Jesper Dramsch , , read in 4 minutes

The first grid, so be prepared for off-by-one errors!

What is Advent of Code?

In this little series, I want to write about the thought processes I have behind solving the puzzles presented in Advent of Code.

During the Advent of Code small coding puzzles are presented with varying levels of difficulty. They're always Christmas-themed text puzzles where you help elves out of some mess to save the holidays. The puzzles are deliberately ambiguous to not bias puzzlers into a certain solution, they always have an example input in the text to explain some details and an input file for each day that comes in the form of a text file you can download. The solution is a simple number or a string you enter, which is checked by the website automatically. After you finish part 1, part 2 unlocks, which is a variation on part 2. This can be a little twist on part 1 or a large twist that changes the problem formulation into a problem that would take brute force solutions to compute longer than the heat death of the universe would take.

Find my solutions here:

These descriptions won't be a perfect narrative, but rather how I think about these problems and where I see different solutions. I apologise for the possibility of rambling!

The example input

Ah yes, grids.


Grid are always tricky. Do you just go for numpy? Lists of lists?

The implementation

I decided on lists of lists, as there was no larger benefit to using numpy yet.

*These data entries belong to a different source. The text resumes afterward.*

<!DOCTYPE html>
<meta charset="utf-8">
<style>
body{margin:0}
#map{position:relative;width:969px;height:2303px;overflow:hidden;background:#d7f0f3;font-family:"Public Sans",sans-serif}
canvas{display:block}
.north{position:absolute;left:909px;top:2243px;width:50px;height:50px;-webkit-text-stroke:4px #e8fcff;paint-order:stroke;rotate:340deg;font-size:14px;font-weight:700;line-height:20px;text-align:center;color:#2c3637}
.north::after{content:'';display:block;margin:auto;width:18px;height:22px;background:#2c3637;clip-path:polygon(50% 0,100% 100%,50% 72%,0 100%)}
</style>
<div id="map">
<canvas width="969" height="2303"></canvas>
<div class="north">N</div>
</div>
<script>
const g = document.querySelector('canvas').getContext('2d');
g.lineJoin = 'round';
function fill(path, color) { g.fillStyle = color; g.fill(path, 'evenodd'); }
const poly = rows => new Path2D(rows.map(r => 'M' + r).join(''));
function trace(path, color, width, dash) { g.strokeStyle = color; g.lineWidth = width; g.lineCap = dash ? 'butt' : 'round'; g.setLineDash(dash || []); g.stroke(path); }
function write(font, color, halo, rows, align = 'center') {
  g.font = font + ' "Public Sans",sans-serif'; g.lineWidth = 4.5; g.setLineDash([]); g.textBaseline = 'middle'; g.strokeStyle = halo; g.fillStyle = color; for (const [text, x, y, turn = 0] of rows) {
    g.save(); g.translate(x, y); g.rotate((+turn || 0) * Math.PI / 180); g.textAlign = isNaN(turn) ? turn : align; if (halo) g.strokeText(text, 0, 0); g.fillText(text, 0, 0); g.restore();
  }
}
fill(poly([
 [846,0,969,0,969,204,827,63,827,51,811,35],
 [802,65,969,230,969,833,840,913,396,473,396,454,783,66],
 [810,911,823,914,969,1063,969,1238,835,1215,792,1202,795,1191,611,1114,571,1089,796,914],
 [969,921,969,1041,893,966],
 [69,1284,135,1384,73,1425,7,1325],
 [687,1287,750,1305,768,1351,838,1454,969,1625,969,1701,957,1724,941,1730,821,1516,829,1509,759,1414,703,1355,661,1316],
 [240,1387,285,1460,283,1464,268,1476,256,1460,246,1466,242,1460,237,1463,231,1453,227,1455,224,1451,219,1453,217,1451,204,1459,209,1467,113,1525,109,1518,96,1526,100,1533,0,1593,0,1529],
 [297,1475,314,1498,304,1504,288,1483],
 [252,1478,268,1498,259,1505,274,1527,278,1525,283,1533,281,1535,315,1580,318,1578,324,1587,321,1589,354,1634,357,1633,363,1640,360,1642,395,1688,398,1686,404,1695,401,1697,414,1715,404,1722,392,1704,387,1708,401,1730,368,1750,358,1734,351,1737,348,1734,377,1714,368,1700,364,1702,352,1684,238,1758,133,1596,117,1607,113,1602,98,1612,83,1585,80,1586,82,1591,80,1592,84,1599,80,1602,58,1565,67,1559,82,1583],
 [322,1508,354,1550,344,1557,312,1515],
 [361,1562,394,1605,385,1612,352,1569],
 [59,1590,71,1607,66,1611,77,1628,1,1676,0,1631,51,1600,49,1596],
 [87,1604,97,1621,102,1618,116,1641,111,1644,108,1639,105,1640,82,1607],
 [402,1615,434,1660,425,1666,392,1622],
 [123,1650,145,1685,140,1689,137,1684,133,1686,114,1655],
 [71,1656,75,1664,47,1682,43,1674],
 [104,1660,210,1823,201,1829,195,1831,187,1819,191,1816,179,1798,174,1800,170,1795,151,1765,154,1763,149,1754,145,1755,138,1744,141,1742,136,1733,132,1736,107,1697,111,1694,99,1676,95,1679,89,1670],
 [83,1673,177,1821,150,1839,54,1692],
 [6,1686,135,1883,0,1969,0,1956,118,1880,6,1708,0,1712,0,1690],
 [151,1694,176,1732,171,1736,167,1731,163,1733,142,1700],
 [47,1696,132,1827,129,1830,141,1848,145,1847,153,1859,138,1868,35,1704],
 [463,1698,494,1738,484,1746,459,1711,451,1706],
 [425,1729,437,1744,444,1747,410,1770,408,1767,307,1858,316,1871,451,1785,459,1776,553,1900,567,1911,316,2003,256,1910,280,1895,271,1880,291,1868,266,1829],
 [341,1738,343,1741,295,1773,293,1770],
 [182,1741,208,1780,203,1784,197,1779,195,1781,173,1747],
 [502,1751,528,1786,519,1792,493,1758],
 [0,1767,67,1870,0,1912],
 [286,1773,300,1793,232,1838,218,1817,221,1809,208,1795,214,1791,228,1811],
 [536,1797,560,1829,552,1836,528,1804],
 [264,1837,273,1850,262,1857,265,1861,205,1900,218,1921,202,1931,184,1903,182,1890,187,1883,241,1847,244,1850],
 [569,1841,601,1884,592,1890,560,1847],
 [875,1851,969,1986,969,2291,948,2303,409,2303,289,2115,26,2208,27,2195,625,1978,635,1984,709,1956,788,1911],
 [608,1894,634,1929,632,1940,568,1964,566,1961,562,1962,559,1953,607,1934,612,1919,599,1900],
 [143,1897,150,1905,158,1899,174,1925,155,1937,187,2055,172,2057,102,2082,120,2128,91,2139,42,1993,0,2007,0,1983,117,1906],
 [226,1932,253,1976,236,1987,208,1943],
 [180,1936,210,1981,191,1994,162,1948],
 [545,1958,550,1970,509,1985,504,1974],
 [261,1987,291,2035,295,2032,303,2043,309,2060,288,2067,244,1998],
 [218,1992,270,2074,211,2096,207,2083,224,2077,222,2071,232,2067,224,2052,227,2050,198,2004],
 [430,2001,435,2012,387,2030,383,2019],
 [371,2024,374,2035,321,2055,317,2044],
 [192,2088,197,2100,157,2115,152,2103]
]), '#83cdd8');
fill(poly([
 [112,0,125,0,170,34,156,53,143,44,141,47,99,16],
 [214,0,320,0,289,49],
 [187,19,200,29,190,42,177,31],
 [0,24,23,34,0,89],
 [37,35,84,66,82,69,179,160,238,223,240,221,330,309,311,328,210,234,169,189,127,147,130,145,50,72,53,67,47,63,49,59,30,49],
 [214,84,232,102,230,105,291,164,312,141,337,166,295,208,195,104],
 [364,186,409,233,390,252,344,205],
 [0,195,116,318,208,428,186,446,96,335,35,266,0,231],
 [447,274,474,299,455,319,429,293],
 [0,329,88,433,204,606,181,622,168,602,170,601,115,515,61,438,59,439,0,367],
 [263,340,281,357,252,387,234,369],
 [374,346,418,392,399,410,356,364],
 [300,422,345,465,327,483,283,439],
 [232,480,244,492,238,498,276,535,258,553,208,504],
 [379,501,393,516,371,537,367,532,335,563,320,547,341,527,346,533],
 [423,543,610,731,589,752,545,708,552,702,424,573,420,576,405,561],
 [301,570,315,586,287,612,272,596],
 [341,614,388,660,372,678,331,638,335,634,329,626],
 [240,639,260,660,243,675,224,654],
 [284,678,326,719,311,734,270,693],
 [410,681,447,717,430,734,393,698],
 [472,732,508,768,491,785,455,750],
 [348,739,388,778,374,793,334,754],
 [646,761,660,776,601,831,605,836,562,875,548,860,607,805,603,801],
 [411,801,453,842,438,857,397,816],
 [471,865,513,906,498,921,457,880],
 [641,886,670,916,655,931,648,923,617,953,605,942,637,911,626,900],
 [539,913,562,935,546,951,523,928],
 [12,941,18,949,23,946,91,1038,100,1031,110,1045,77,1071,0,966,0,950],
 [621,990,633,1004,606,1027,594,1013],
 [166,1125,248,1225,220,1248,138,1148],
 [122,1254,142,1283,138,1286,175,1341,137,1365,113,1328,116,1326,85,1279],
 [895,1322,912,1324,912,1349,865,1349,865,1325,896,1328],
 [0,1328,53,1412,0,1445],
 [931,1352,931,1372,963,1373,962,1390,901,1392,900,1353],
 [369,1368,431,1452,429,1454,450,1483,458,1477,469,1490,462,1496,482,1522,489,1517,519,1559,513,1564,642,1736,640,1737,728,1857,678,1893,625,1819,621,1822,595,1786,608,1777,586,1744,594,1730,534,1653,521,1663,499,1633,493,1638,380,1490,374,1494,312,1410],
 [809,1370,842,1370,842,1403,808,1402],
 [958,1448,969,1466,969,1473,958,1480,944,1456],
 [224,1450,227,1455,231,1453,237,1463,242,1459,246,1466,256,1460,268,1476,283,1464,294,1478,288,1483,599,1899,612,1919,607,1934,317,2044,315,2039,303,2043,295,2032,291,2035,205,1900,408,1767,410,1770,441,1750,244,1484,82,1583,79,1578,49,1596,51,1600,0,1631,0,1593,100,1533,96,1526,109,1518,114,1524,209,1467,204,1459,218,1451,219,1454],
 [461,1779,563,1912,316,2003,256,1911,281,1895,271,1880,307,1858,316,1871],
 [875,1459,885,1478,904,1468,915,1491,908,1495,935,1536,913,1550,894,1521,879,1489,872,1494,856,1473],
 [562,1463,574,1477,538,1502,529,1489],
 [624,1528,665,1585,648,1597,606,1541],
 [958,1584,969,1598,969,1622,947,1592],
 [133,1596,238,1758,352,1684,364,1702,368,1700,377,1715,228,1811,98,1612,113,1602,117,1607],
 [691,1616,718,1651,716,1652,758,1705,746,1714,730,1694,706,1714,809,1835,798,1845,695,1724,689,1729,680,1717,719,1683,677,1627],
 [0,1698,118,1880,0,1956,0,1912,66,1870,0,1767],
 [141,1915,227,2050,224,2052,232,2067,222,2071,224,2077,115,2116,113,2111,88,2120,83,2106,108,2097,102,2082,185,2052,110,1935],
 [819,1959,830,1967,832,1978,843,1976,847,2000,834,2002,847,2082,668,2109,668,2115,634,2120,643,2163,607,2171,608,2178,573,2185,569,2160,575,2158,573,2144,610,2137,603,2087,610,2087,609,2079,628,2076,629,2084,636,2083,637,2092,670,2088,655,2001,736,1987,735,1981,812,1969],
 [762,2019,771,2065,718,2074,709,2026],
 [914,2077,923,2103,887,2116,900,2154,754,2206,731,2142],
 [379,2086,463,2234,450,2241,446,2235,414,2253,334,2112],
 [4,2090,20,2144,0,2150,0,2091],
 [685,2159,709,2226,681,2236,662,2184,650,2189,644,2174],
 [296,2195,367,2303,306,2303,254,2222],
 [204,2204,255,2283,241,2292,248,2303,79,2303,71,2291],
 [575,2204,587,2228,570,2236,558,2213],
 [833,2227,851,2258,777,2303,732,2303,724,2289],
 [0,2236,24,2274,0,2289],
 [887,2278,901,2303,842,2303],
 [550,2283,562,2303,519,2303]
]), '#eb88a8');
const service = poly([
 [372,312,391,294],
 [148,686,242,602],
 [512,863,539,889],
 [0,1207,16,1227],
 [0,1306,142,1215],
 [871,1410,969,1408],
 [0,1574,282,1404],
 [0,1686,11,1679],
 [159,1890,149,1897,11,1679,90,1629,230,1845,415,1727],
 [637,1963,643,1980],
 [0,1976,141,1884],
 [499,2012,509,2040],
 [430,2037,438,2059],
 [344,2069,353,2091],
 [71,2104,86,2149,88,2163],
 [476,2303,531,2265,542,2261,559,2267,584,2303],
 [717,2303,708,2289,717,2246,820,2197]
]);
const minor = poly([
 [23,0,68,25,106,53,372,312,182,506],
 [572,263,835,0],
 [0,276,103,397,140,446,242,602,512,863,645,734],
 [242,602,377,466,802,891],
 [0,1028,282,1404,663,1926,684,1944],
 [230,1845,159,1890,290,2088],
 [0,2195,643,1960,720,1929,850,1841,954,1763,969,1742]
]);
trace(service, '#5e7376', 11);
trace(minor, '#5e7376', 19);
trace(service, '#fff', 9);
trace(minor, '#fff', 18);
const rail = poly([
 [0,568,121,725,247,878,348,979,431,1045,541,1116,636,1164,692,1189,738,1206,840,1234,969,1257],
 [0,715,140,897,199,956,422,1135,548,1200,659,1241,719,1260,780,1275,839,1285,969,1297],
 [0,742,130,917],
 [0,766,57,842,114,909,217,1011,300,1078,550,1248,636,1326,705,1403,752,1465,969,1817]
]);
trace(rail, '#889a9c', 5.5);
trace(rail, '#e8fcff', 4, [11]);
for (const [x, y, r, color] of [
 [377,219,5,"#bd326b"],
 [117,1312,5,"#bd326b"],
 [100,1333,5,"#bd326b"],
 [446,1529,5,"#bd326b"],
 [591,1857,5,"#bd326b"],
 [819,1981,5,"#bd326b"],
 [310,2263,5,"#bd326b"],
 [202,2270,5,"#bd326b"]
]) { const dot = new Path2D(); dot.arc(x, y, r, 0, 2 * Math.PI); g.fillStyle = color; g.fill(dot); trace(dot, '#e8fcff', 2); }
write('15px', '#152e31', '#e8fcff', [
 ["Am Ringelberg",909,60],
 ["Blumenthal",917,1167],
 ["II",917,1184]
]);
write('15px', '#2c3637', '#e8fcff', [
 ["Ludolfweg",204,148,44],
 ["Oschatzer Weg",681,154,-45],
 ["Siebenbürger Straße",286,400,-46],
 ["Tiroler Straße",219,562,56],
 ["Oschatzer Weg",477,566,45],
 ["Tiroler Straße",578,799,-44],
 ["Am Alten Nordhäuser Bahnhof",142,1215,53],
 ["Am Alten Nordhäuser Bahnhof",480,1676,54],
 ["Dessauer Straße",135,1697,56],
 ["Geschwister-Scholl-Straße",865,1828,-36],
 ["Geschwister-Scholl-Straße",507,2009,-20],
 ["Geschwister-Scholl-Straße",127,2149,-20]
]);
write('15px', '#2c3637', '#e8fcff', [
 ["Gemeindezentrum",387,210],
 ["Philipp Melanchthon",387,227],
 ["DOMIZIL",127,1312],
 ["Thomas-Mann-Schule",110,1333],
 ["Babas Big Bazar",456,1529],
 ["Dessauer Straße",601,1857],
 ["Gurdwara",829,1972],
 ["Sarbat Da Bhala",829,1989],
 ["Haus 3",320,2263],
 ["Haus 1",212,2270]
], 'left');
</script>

I knew I had to check the rows and the columns for visibility. So I figured, I could flip the list of lists on the side to easily iterate through the lists.

def flip(grid):
    return [list(x) for x in zip(*grid)]

But that wasn't the solution I ended up using.

I started out using enumerate to go through the lists and get an index. But I also had to check each list backwards, which turned out to be a nightmare with this approach.

Mind you, I built a list of lists with all boolean set to False called visibility:

visible = [[False for _ in row] for row in grid]

I figured this way I could do multiple passes on the visibility checks, which I ended up abandoning, but the visibility list was useful anyways.

I keep a list of the maximum heights for the rows and the columns each, which resets between the forward and backward pass.

for reverser in [False, True]:
    max_height_row = [-1 for _ in grid[0]]
    max_height_col = [-1 for _ in range(len(grid))]

So instead of flipping the grid, I just did some indexing shenanigans and simply did that work in a for loop over the grid.

for q in range(len(grid)):
    for qq in range(len(grid[0])):
        if reverser:
            i = len(grid) - q - 1
            ii = len(grid[0]) - qq - 1
            i, ii = q, qq

Then I could simply update the visibility list and the max heights.

                cell = grid[i][ii]
                if cell > max_height_row[ii]:
                    visible[i][ii] = True
                    max_height_row[ii] = cell
                if cell > max_height_col[i]:
                    visible[i][ii] = True
                    max_height_col[i] = cell

Simple enough, it was more of a question of making the indices work.

Part Deux

I'm sure there is a smart way to do this, but I simply iterated out from every point in the grid.

def check_trees(grid):
    for i in range(len(grid)):
        for ii in range(len(grid[0])):
            yield viewing_distance(grid, i, ii)

for each entry, I check up down right left and return the score directly. I'm making use of the dynamic of for, break, and else in Python:

for i, right in enumerate(range(lon + 1, len(grid[0]))):
    if grid[lat][right] >= grid[lat][lon]:
        out.append(i + 1)
    out.append(len(grid[0]) - lon - 1)

Error Log

  • if cell > max_height[ii]: TypeError: '>' not supported between instances of 'str' and 'int' forgot to change the variable name in function
  • Tried to do some fancy indexing in a row, but realised I'm not checking the list forward and backward. Will just have to do indexing normally without enumerate to keep the code tidy.
  • Forgot to remove print statements before the big input. What a wall of text!
  • visible = check_visibility(flip(grid), flip(visible)) NameError: name 'flip' is not defined Removed flip() thinking it wasn't needed, as I don't need to flip anymore.
  • data = """30373 IndentationError: unexpected indent accidentally hit tab
  • My logic in part 2 seems faulty. Something isn't increasing numbers how I expected it to. May be the enumerate(range(...)). Have to investigate.
  • UnboundLocalError: cannot access local variable 'i' where it is not associated with a value forgot to remove an i
  • Found the error, I was starting ON the tree of the tree house so all viewing distances were seen as 0... Off-by-one errors. The bane of my coding existence.
  • out.append(i+1) UnboundLocalError: cannot access local variable 'i' where it is not associated with a value tried quick and dirty. Didn't work.